Tournament information
- Dates: June 1998
- City: Guangzhou
- Country: China
- Organisation: WPBSA
- Format: Non-ranking event
- Winner's share: £12,000
- Highest break: Marco Fu (CHN), 138

Final
- Champion: Steve Davis (ENG)
- Runner-up: Stephen Hendry (SCO)
- Score: Round-Robin

= 1998 Super Challenge =

The 1998 Red Bull Super Challenge was a professional non-ranking snooker tournament that took place in June 1998 in Guangzhou, China.

This one-off event was held as a six-man round robin.
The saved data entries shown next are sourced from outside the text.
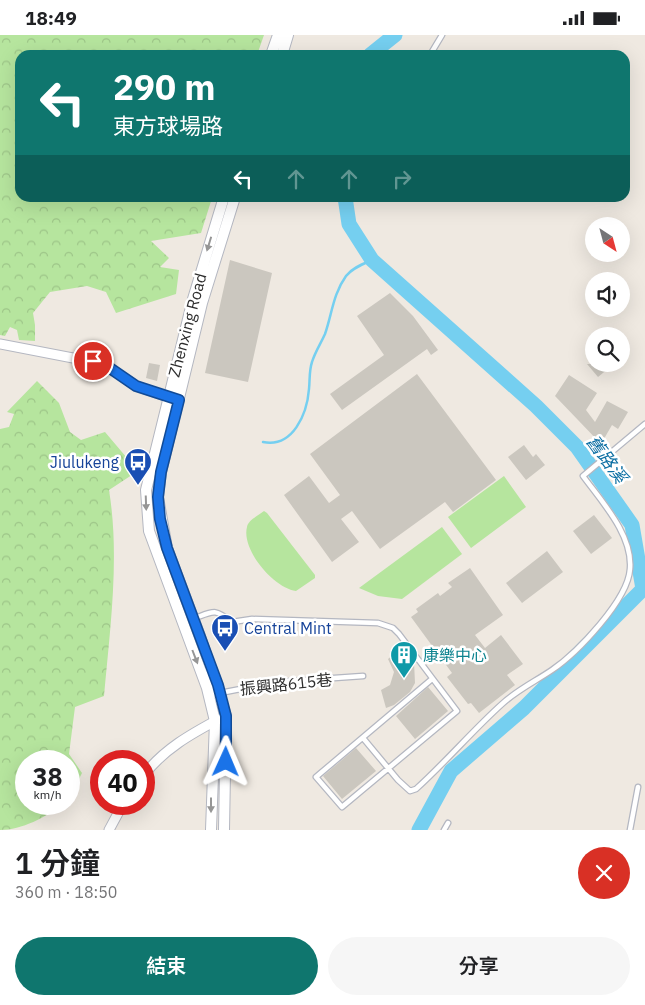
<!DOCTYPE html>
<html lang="zh-TW">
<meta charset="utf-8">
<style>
body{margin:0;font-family:"IBM Plex Sans","Noto Sans TC",sans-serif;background:#f6f6f6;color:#202124;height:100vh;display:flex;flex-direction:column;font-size:19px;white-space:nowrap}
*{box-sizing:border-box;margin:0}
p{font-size:16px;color:#757577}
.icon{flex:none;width:28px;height:28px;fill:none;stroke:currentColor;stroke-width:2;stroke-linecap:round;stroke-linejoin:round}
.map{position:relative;height:795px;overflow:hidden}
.details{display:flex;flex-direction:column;background:#fff;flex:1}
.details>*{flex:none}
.banner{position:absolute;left:15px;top:15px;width:615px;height:152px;border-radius:15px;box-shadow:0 5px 20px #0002;background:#0f766e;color:#fff;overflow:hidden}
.needle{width:32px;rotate:144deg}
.tools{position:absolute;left:585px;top:182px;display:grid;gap:10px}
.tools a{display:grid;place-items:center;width:45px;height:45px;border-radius:50%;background:#fff;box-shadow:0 5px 20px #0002;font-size:25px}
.speed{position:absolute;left:15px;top:715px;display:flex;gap:10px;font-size:25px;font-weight:700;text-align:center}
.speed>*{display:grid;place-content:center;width:65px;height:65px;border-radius:50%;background:#fff;box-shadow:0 5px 20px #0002;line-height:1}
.speed small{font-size:12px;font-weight:400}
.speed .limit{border:8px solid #d22;background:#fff;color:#111}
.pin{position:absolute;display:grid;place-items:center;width:42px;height:42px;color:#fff;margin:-21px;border:2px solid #fff;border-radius:50%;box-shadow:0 1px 5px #0007}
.me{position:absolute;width:55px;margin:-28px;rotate:1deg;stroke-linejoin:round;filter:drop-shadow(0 0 4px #0008)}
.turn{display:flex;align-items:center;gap:18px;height:105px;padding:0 15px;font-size:22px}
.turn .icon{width:65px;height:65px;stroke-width:2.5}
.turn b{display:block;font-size:35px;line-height:42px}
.lanes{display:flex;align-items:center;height:48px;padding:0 15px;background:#0003;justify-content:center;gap:25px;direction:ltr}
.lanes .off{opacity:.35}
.round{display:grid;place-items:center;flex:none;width:52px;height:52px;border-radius:26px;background:#f6f6f6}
.summary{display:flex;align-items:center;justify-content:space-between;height:85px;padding:0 15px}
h1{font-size:30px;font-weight:600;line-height:38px}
.action{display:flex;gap:10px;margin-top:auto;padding:10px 15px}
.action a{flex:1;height:58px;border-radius:30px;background:#0f766e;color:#fff;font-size:20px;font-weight:600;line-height:58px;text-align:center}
.action a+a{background:#f6f6f6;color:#202124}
.status{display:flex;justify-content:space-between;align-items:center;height:35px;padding:0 25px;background:#fff;direction:ltr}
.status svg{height:14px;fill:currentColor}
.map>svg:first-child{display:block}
.grass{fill:#b6e59e}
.forest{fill:url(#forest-crowns)}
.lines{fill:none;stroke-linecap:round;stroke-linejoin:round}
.stream{stroke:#75cff0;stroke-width:2.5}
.river{stroke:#75cff0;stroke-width:15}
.building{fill:#cbc7bf}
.service-casing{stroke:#b4b7c1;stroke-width:7}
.minor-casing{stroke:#b4b7c1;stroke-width:11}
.tertiary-casing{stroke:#b4b7c1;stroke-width:12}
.service{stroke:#fff;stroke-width:4.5}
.minor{stroke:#fff;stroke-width:9}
.tertiary{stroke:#fff;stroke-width:10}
.oneway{fill:#969696}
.route-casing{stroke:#114b97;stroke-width:12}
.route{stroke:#1a73e8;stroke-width:9}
.labels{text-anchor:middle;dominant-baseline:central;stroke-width:5;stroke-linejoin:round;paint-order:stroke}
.street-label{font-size:16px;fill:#2e2e2e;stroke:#fff}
.transit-label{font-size:16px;fill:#164399;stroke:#fff;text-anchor:end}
.culture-label{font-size:16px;fill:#0d838f;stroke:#fff;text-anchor:start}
.water-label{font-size:18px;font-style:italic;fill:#0d6fa3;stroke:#fff}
</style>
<div class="status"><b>18:49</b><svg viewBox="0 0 49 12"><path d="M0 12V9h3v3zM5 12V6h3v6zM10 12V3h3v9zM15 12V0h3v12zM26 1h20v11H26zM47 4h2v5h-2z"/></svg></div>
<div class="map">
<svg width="645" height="795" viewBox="0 0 645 795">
<defs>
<pattern id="forest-crowns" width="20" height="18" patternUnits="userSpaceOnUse" patternTransform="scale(1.25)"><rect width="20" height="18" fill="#b6e59e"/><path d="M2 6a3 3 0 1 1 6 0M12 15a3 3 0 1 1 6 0" fill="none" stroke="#9dc588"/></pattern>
</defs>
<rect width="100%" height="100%" fill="#efe9e1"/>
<!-- grass -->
<path class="grass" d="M504 441 526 472 471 513 448 482Z
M264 476 267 478 315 540V543L296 556C274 553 241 515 247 492 248 485 259 480 264 476Z
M442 492 462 519 402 564 378 561 359 553Z"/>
<!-- forest -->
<path class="forest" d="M0 0H264L257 20H20V162L212 163 201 198 151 206 169 223 160 232 179 235 176 259 116 278 106 257 87 251 50 257 33 278 35 290V306L19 305 17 295 10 292 5 301 0 300Z
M37 346 59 368 70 397 81 405 105 397 138 436 109 455C120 522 110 594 104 661L75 672 69 719 82 738 69 764V726H26V769H63C46 782 22 795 0 795V394L9 392 14 379 7 377Z"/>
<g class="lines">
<!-- stream -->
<path class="stream" d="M263 407C293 413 307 379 309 354 310 344 309 336 312 327 315 317 321 308 325 299 332 279 333 259 346 241 352 233 363 229 372 225"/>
<!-- river -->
<path class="river" d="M370 20 395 0
M345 162 349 189 372 225 536 371 577 412 632 490 643 554 524 673 451 736 419 795"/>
</g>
<!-- building -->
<path class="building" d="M230 225 272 238 248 347 205 338Z
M390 258 413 281 438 315 431 320 427 314 342 375 330 359 384 320 357 281Z
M149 328 160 330 157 346 146 343Z
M587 329H605L609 333 598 342Z
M417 339 496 445 453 477 445 467 380 514 352 476 341 484 359 507 332 527 284 460 309 441 329 468 340 460 310 419Z
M569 340 597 358 586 375 595 387 607 366 628 377 618 394 612 390 601 409 555 361Z
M524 410 533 422 536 419 545 430 526 445 508 422Z
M594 480 612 503 591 519 573 496Z
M547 516 563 537 522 568 506 548Z
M470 533 503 580 475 600 485 613 501 600 523 629 507 640 515 650 479 678 471 668 468 669 447 642 452 638 411 582 418 577 416 574 438 558 440 561 452 552 448 548Z
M404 612 414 627 415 648 410 657 394 670 386 673 381 655 390 650 394 637 388 624Z
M428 652 448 676 415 704 396 681Z
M356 713 376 736 342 764 323 741Z"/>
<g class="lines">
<defs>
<path id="service" d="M430 20 442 0
M193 584C214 576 214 573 232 587L252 584 378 588 393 593 399 599 457 676 342 772 316 742 432 644
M220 658 277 647 363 641
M363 703 398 745 410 756 416 754C446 727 472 696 502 669 517 655 536 646 552 635 577 618 628 565 630 534 633 500 602 467 583 441L645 389
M444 795 448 788
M630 795 638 752"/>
<path id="minor" d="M0 309 104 329 136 351 174 364
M144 740C164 714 191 699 219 684
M109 795 123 769"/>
<path id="tertiary" d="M271 20 278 0
M282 20 288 0
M211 795 215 686 207 653 149 496 146 455 193 264 224 162
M224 795 226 681 200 601 167 513 158 462 161 437 202 268 235 162"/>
</defs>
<!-- service casing -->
<use href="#service" class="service-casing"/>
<!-- minor casing -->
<use href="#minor" class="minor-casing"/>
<!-- tertiary casing -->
<use href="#tertiary" class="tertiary-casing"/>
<!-- service -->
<use href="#service" class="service"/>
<!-- minor -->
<use href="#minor" class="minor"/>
<!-- tertiary -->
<use href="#tertiary" class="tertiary"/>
</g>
<!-- one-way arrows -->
<defs><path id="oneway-solid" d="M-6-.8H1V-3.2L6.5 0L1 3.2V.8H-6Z" transform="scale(1.25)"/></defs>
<g class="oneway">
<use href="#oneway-solid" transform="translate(209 209) rotate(107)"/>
<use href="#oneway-solid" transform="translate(146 468) rotate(88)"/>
<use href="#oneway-solid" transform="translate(195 622) rotate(69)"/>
<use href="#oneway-solid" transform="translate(211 770) rotate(90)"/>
</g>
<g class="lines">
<defs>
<path id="route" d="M93 326 104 329 136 351 179 365 161 437 158 462 160 484 167 513 218 650 226 681V727"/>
</defs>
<!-- route casing -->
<use href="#route" class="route-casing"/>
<!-- route -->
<use href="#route" class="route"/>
</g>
<!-- icons -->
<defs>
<symbol id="bus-pin" viewBox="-11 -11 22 30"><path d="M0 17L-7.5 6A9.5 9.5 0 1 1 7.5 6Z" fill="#1a4fb4" stroke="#fff"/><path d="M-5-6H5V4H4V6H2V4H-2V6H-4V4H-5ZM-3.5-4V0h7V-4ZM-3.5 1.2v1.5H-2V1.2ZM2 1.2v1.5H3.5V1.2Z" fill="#fff"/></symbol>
<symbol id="building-pin" viewBox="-11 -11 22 30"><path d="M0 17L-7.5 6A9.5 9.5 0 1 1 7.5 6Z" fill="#0f9aa8" stroke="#fff"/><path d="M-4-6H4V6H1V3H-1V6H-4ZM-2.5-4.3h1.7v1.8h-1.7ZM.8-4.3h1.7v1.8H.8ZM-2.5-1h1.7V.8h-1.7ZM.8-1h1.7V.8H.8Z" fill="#fff"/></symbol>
</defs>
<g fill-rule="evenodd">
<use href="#bus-pin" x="122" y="411" width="32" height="43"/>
<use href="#bus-pin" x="209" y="577" width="32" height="43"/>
<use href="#building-pin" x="388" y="604" width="32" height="43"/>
</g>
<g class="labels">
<!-- street labels -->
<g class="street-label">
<text transform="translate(187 290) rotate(-75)">Zhenxing Road</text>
<text transform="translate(286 649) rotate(-6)">振興路615巷</text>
</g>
<!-- transit labels -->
<g class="transit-label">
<text x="119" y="427">Jiulukeng</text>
<text x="244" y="593" text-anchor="start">Central Mint</text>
</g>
<!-- culture labels -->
<g class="culture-label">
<text x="423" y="620">康樂中心</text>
</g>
<!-- water labels -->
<g class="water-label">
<text transform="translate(607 424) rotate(54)">舊路溪</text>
</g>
</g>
</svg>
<div class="tools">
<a><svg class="needle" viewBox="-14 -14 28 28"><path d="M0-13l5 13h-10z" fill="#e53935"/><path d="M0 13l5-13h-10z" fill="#757577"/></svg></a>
<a><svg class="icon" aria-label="sound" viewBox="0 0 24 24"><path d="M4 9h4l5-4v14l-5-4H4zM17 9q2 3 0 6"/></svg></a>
<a><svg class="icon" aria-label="search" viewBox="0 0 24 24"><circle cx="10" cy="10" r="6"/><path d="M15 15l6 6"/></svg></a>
</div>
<div class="speed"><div>38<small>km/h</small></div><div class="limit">40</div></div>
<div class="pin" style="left:93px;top:326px;background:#d93025"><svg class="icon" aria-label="arrive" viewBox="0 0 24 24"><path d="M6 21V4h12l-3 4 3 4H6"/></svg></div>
<svg class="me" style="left:226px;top:727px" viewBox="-20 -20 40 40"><path d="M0-17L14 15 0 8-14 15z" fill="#1a73e8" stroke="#fff" stroke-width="4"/></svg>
<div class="banner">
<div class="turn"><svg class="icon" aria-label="left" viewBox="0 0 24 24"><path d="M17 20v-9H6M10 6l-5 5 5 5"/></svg><div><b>290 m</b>東方球場路</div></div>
<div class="lanes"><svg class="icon" aria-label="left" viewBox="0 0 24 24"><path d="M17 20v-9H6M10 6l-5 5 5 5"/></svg><svg class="icon off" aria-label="ahead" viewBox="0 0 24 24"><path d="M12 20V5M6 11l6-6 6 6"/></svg><svg class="icon off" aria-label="ahead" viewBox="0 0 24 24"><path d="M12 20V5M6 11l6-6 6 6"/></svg><svg class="icon off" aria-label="right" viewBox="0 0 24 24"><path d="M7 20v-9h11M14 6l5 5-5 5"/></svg></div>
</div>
</div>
<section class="details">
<div class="summary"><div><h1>1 分鐘</h1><p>360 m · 18:50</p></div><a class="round" style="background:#d93025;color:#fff"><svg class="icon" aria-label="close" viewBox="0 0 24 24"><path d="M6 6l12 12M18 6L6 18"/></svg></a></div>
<div class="action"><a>結束</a><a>分享</a></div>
</section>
The players who competed were Steve Davis, Stephen Hendry, James Wattana plus three local stars who had yet to establish themselves as professionals, Marco Fu, Pang Weiguo and Guo Hua. Davis and Hendry had identical records but Davis took the title as he had beaten Hendry in their individual match. Fu made the highest break of the tournament, 138.

==Round-robin==

| Position | Player | Played | Won | Lost | FW | FL | Points | Prize money |
|---|---|---|---|---|---|---|---|---|
| Winner | Steve Davis (ENG) | 5 | 4 | 1 | 16 | 9 | 28* | £12,000 |
| Runner-up | Stephen Hendry (SCO) | 5 | 4 | 1 | 16 | 9 | 28 | £8,000 |
| 3 | James Wattana (THA) | 5 | 3 | 2 | 12 | 13 | 21 | £5,000 |
| 4 | CHN Pang Weiguo | 5 | 2 | 3 | 12 | 13 | 18 | £750 |
| 5 | Marco Fu (HKG) | 5 | 1 | 4 | 11 | 14 | 14 | £750 |
| 6 | Guo Hua (CHN) | 5 | 1 | 4 | 8 | 17 | 11 | £750 |

- Steve Davis won the title on head to head results after beating Stephen Hendry 3–2.